Frauenfeindlichkeit

Luzerner SVP-Politiker tritt von politischen Ämtern zurück

Der Präsident der SVP der Stadt Luzern, René Kuhn, tritt von seinem politischen Ämtern zurück. Dies kündigte er auf seiner Homepage an. Er kommt damit einem drohenden Parteiausschluss zuvor.

Kuhn schreibt, er habe seinen Rückzug aus der Politik ohnehin auf den Herbst dieses Jahres geplant, dies weil er die Verantwortung für das schlechte Abschneiden der SVP bei den kommunalen Wahlen im Juni übernehme.
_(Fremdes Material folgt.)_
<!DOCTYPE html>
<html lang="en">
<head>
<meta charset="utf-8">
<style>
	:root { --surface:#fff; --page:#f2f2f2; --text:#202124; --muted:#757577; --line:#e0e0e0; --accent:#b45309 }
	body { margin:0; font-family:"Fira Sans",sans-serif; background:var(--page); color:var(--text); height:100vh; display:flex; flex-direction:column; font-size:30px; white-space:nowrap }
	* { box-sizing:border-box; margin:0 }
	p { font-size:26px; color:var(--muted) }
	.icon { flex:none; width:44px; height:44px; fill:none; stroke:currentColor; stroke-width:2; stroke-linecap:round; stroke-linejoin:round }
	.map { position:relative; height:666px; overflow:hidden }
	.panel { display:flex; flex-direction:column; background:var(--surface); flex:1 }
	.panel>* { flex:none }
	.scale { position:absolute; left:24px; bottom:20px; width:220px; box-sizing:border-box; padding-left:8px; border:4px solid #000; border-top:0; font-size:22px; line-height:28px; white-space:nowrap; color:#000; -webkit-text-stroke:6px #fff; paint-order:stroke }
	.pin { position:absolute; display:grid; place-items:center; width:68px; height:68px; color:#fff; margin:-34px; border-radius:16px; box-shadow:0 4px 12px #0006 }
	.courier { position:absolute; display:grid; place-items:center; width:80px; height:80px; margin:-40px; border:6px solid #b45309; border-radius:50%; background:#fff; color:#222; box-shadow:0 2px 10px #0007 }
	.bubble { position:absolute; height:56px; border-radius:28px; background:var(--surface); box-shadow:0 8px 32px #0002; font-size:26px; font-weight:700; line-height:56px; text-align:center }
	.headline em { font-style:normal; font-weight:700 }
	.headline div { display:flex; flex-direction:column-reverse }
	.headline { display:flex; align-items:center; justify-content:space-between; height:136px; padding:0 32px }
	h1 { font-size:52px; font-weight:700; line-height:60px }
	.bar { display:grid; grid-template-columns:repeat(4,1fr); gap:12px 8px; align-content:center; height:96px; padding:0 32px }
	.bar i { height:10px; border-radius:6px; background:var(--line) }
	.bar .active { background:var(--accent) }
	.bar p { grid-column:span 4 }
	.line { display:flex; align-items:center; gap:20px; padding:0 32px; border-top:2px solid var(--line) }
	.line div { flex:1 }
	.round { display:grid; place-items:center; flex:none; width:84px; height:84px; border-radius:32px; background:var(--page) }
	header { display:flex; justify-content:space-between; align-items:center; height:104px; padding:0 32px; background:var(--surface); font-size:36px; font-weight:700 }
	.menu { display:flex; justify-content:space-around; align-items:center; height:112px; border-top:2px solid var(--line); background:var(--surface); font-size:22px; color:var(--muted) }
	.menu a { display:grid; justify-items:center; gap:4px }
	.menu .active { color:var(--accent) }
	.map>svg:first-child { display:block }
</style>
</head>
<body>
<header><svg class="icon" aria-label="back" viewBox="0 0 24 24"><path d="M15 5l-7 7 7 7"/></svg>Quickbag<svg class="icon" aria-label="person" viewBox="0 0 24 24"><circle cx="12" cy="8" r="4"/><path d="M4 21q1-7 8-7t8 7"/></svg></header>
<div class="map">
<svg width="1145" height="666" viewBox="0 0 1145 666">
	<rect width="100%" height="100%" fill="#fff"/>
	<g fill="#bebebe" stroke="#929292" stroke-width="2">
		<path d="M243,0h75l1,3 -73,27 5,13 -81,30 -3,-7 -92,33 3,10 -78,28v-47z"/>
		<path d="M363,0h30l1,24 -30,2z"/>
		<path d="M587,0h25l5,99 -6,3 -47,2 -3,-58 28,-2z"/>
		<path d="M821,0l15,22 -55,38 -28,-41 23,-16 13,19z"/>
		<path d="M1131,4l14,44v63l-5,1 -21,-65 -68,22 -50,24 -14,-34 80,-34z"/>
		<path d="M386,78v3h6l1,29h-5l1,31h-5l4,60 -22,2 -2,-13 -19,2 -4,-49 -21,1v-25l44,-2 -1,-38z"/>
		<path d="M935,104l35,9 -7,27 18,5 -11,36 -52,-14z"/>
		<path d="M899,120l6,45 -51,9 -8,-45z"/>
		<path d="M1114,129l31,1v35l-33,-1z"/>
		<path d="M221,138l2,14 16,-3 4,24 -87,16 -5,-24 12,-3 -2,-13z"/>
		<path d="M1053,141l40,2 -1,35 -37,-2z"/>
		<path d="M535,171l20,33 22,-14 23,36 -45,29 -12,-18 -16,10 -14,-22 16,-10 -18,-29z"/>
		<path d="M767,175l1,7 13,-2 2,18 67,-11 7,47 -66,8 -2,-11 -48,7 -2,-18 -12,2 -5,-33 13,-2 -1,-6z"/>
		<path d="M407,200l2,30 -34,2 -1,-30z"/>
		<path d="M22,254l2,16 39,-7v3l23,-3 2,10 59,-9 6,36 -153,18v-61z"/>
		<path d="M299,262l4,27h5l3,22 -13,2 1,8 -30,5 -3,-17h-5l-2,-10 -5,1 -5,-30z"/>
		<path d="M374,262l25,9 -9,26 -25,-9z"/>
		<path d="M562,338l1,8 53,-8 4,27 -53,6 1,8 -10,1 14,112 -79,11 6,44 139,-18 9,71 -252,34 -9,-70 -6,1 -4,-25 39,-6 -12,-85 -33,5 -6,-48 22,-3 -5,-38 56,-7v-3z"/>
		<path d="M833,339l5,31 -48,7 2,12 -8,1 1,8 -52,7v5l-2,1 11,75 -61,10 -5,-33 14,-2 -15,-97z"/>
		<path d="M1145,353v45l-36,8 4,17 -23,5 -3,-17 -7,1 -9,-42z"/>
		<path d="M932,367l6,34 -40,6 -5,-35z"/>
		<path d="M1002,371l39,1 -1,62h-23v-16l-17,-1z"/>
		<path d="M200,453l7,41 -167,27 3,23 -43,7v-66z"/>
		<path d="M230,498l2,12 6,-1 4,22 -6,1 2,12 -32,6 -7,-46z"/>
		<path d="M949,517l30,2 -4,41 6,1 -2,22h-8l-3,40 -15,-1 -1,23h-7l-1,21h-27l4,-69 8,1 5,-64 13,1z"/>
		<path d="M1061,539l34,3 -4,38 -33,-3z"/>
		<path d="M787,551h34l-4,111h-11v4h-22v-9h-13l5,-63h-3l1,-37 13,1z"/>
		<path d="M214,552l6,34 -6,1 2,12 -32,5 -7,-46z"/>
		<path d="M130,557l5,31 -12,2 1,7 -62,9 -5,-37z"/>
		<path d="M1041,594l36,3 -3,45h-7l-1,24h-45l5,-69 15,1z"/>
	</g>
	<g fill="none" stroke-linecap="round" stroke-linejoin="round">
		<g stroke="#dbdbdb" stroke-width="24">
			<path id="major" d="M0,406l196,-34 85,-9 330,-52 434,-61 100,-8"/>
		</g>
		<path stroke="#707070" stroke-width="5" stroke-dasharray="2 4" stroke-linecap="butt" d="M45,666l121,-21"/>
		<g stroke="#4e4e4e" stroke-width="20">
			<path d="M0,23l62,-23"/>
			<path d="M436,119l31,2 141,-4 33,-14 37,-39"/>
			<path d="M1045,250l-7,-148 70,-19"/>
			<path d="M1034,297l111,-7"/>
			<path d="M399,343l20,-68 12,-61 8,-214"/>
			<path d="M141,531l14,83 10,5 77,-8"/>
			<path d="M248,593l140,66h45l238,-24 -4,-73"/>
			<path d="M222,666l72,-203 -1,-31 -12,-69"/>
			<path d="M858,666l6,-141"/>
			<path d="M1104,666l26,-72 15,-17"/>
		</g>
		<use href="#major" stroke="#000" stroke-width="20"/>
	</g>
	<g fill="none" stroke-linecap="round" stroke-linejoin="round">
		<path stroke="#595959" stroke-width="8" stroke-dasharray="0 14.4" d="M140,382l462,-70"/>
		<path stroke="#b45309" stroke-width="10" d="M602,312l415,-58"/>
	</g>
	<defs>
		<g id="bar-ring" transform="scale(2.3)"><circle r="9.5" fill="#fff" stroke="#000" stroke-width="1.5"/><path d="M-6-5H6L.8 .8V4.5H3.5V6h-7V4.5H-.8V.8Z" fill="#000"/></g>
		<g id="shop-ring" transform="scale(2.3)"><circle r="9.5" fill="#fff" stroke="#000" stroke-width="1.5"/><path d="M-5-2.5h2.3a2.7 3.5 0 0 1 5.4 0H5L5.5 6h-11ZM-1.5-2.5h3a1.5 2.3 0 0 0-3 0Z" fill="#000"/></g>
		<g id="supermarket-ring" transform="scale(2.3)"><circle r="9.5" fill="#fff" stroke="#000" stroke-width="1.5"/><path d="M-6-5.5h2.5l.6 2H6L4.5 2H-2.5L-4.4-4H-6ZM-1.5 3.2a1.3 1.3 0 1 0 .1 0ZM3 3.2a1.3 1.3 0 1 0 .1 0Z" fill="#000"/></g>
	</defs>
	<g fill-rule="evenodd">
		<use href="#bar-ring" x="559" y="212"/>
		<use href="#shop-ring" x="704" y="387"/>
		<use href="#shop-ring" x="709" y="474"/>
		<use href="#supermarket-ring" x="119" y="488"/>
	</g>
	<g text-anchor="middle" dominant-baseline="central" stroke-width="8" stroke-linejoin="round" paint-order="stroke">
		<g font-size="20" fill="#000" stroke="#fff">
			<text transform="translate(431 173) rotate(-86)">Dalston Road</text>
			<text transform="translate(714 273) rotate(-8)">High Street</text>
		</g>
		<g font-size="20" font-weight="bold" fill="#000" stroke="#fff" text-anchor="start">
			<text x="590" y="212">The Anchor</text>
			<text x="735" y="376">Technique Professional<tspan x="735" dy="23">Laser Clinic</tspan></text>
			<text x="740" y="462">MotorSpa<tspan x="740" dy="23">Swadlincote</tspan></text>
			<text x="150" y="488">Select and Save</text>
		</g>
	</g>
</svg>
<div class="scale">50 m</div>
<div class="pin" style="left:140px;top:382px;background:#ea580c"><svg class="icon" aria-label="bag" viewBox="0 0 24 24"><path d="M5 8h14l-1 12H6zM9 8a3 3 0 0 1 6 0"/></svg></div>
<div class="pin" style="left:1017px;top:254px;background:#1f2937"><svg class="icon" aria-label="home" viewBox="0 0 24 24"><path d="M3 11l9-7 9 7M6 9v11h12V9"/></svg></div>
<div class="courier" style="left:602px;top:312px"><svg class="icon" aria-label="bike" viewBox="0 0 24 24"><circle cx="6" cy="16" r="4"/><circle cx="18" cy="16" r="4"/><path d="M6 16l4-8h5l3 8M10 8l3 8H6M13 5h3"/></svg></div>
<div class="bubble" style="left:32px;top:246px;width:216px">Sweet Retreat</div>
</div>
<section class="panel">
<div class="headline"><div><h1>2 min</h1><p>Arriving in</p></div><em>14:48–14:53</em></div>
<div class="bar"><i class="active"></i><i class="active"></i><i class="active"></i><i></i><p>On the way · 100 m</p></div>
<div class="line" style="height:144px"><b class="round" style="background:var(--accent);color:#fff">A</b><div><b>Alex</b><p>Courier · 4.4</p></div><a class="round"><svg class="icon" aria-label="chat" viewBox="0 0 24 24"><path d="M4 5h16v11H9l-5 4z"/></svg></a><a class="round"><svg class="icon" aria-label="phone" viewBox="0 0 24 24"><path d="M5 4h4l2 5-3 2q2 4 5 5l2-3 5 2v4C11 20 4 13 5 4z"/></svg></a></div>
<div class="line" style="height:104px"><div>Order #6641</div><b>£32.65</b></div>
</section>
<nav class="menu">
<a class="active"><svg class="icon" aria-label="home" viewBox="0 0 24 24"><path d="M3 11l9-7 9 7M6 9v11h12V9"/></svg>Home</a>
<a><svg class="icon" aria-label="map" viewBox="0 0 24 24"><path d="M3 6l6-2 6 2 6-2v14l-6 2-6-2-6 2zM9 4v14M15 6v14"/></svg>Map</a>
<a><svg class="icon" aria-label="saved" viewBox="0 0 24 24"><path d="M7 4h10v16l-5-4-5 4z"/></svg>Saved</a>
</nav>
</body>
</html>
Nun gebe er seine Ämter ein paar Wochen früher ab, schreibt er. Er wolle die "Medienschlacht" nicht länger mitmachen, der SVP keinen Schaden zufügen und seine Familie nicht mit in den Schmutz ziehen.

Kuhn hatte sich abschätzig über die Frauen in der Schweiz geäussert, die weder Schmuck tragen noch sich schminkten. Der Präsident der SVP des Kantons Luzern, Nationalrat Josef Kunz, sagte, Kuhn sei damit für die Partei nicht mehr tragbar.

Kuhn entschuldigt sich zwar bei all jenen, die sich durch seine Äusserungen beleidigt fühlten. Gleichzeitig sieht er sich als Opfer der Medien und verweist auf die positiven Reaktionen, die er erhalten habe. Er habe offenbar ein Tabu gebrochen und sei Sprecher einer "grossen schweigenden Gemeinschaft" gewesen.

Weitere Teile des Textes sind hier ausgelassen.